• _DATA SECTION_
== Segment start ==
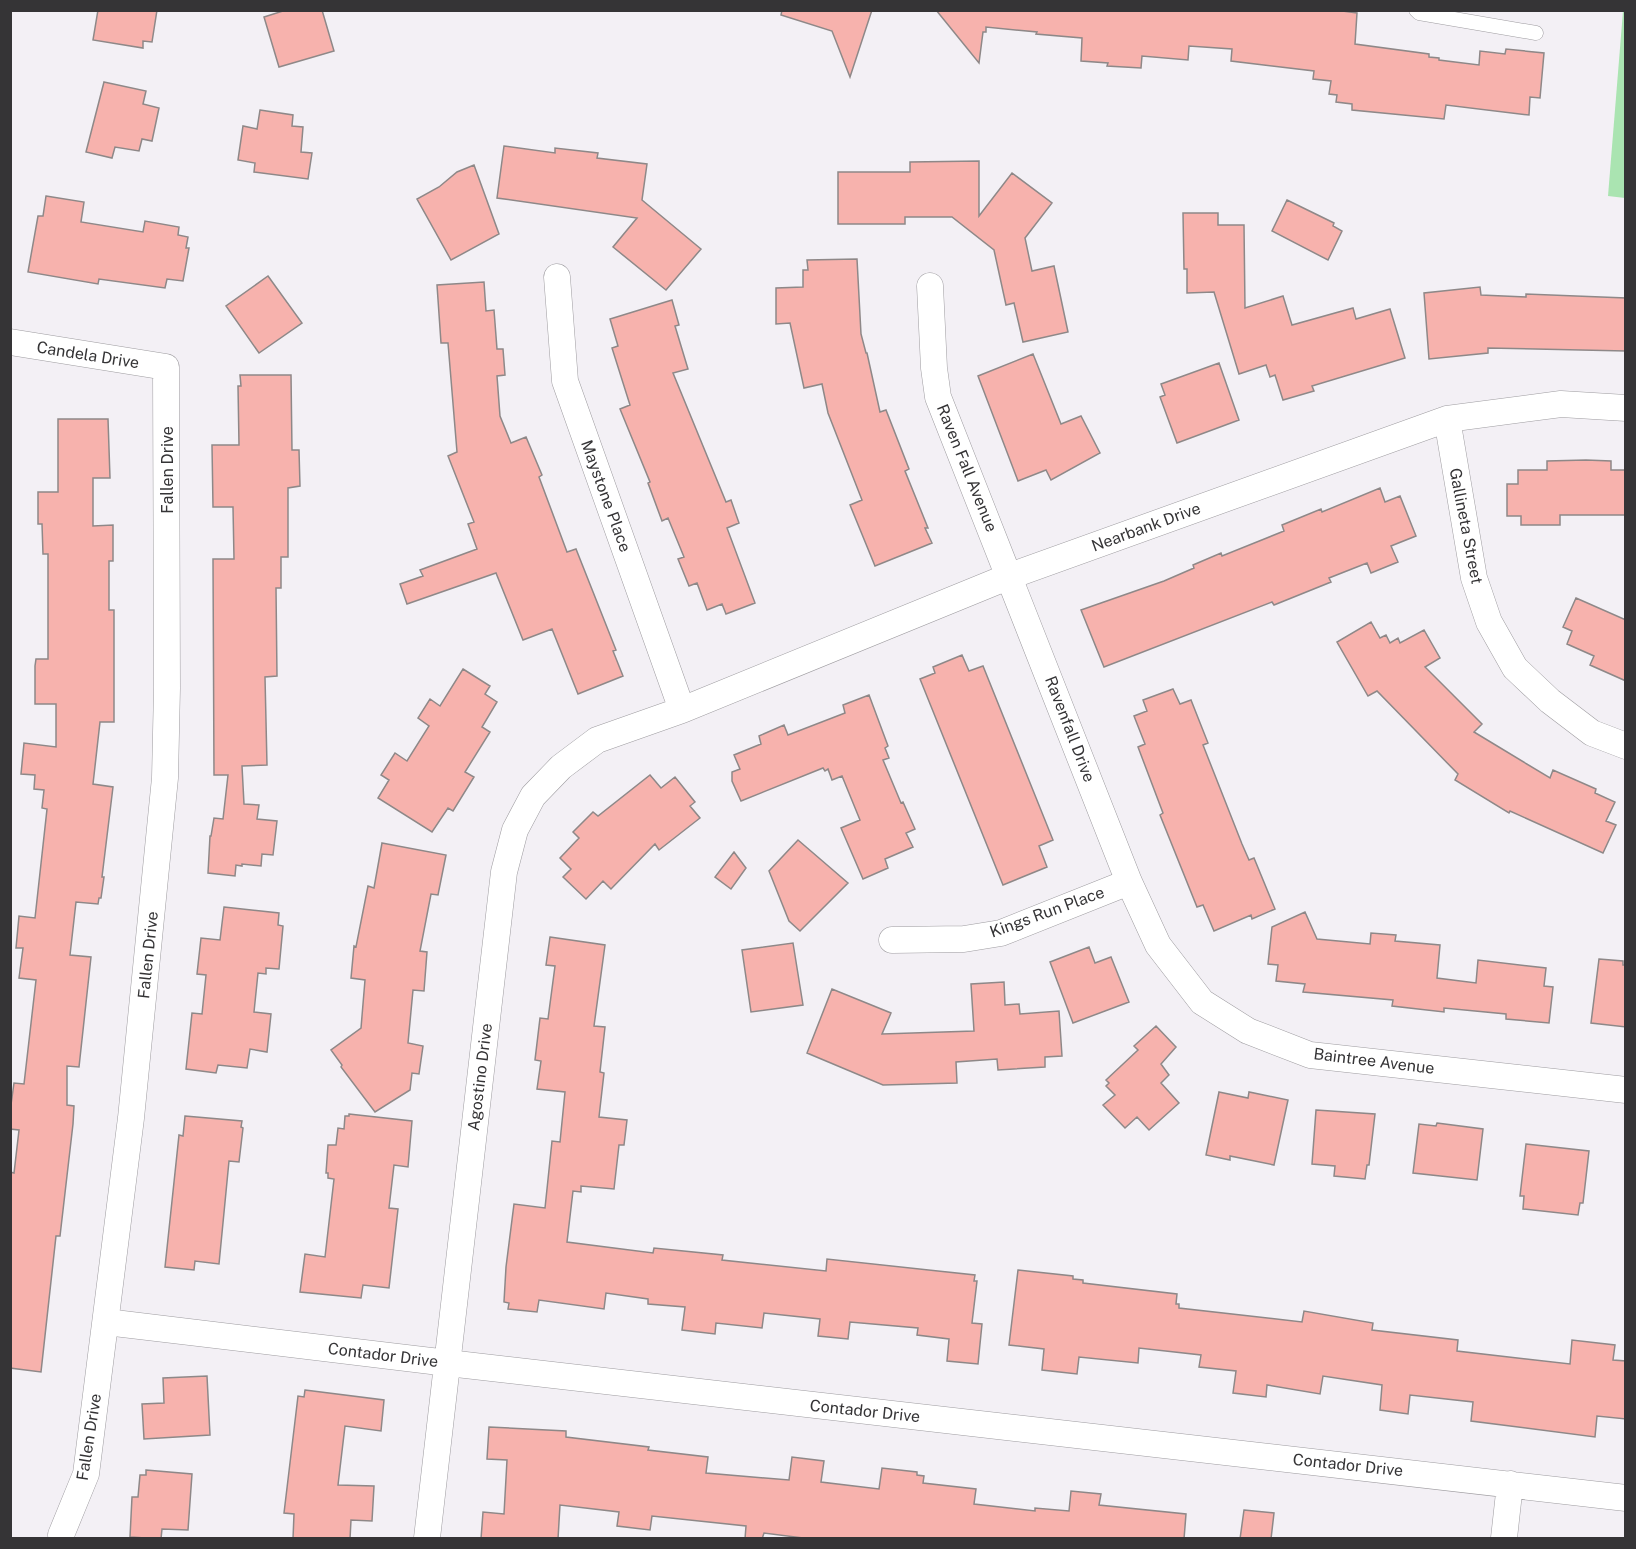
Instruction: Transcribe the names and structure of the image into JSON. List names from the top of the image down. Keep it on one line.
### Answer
{"streets":{"street":["Candela Drive","Raven Fall Avenue","Fallen Drive","Maystone Place","Gallineta Street","Nearbank Drive","Ravenfall Drive","Kings Run Place","Baintree Avenue","Agostino Drive","Contador Drive"]},"crossings":[["Candela Drive","Fallen Drive"],["Raven Fall Avenue","Nearbank Drive"],["Raven Fall Avenue","Ravenfall Drive"],["Fallen Drive","Contador Drive"],["Maystone Place","Nearbank Drive"],["Maystone Place","Agostino Drive"],["Gallineta Street","Nearbank Drive"],["Nearbank Drive","Ravenfall Drive"],["Nearbank Drive","Agostino Drive"],["Ravenfall Drive","Kings Run Place"],["Ravenfall Drive","Baintree Avenue"],["Kings Run Place","Baintree Avenue"],["Agostino Drive","Contador Drive"]]}
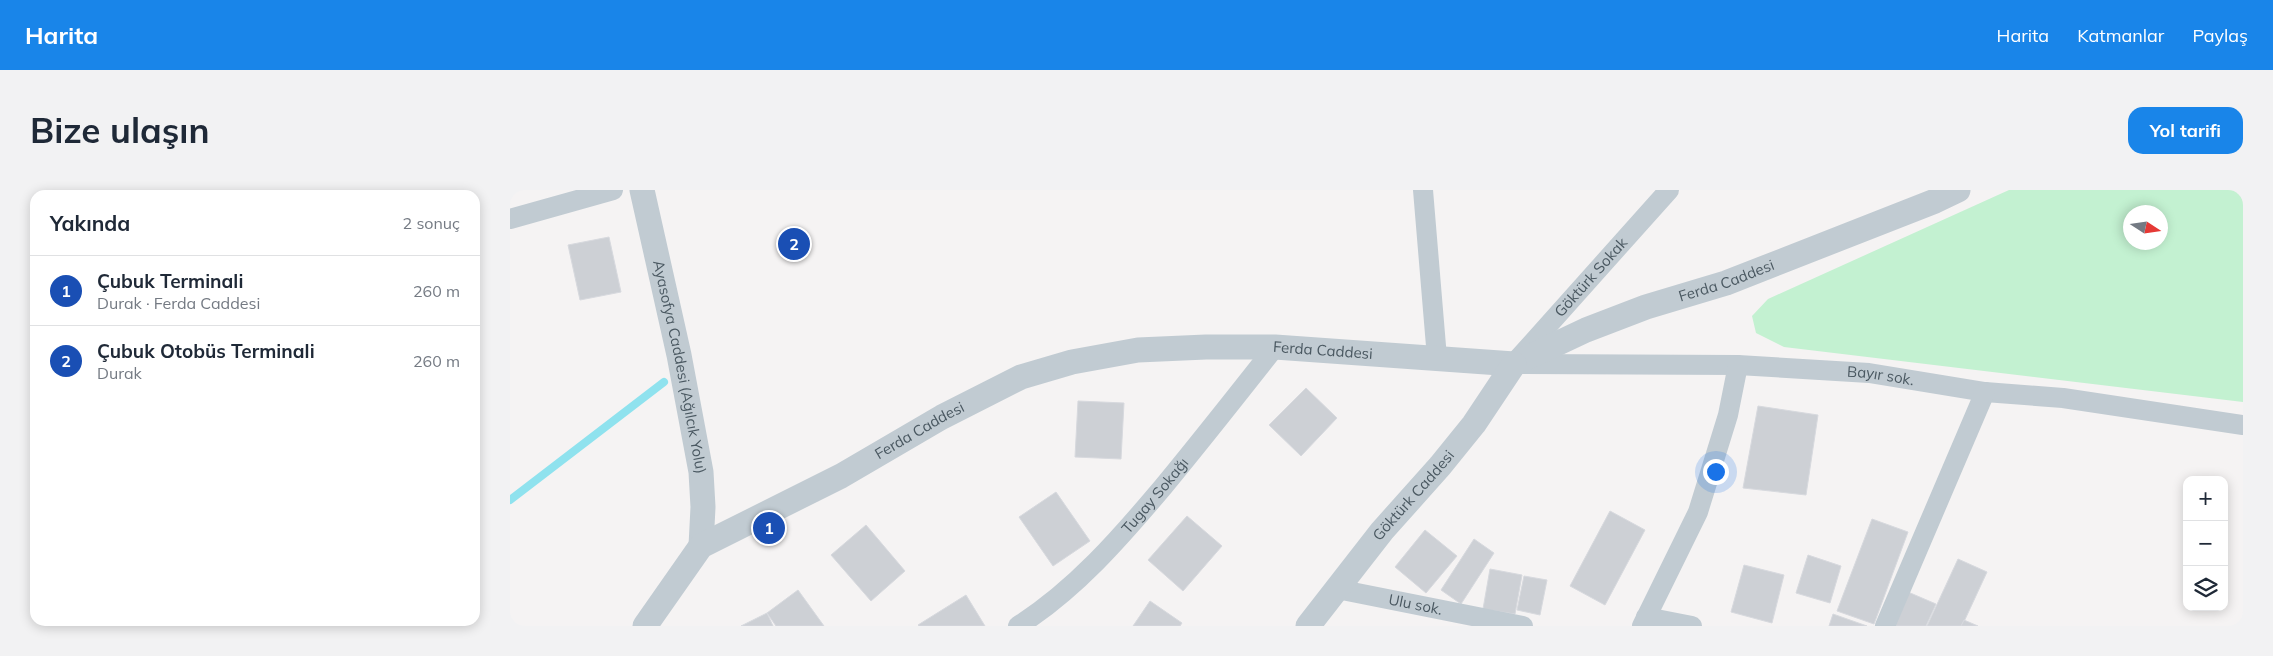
== Segment end ==
• _WORK TASK_
From the first line to the last, write out the data above exactly. Omit the pictures.

• _ANSWER BOX_
Instruction: Transcribe the names and structure of the image into JSON. List names from the top of the image down. Keep it on one line.
### Answer
{"streets":{"street":["Candela Drive","Raven Fall Avenue","Fallen Drive","Maystone Place","Gallineta Street","Nearbank Drive","Ravenfall Drive","Kings Run Place","Baintree Avenue","Agostino Drive","Contador Drive"]},"crossings":[["Candela Drive","Fallen Drive"],["Raven Fall Avenue","Nearbank Drive"],["Raven Fall Avenue","Ravenfall Drive"],["Fallen Drive","Contador Drive"],["Maystone Place","Nearbank Drive"],["Maystone Place","Agostino Drive"],["Gallineta Street","Nearbank Drive"],["Nearbank Drive","Ravenfall Drive"],["Nearbank Drive","Agostino Drive"],["Ravenfall Drive","Kings Run Place"],["Ravenfall Drive","Baintree Avenue"],["Kings Run Place","Baintree Avenue"],["Agostino Drive","Contador Drive"]]}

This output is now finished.